**** Working data

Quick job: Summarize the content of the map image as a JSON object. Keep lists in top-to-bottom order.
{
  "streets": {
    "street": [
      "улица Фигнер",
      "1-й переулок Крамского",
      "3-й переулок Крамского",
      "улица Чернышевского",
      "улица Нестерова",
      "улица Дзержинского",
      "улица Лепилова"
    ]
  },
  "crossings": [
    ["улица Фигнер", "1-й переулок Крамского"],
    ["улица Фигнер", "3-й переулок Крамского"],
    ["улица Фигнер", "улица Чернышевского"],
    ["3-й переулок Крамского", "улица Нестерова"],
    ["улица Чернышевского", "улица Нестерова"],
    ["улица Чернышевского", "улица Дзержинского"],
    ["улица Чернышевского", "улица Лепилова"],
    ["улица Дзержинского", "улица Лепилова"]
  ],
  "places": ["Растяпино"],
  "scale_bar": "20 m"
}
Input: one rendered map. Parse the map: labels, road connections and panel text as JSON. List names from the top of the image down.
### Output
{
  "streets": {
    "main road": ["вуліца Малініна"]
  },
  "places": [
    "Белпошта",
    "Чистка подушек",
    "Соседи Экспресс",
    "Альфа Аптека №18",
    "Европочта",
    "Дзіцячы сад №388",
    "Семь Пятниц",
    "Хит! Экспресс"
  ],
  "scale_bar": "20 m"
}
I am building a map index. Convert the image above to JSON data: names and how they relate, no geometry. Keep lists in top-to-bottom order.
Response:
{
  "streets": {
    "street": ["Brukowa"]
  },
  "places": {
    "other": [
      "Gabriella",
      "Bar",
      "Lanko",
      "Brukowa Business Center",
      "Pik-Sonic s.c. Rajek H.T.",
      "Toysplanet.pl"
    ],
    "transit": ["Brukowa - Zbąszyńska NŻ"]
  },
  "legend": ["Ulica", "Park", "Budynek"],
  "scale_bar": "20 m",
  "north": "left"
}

********

What is being asked - The answer must be a single number: the count of lines in the entries that include "names".

Exercise output - 2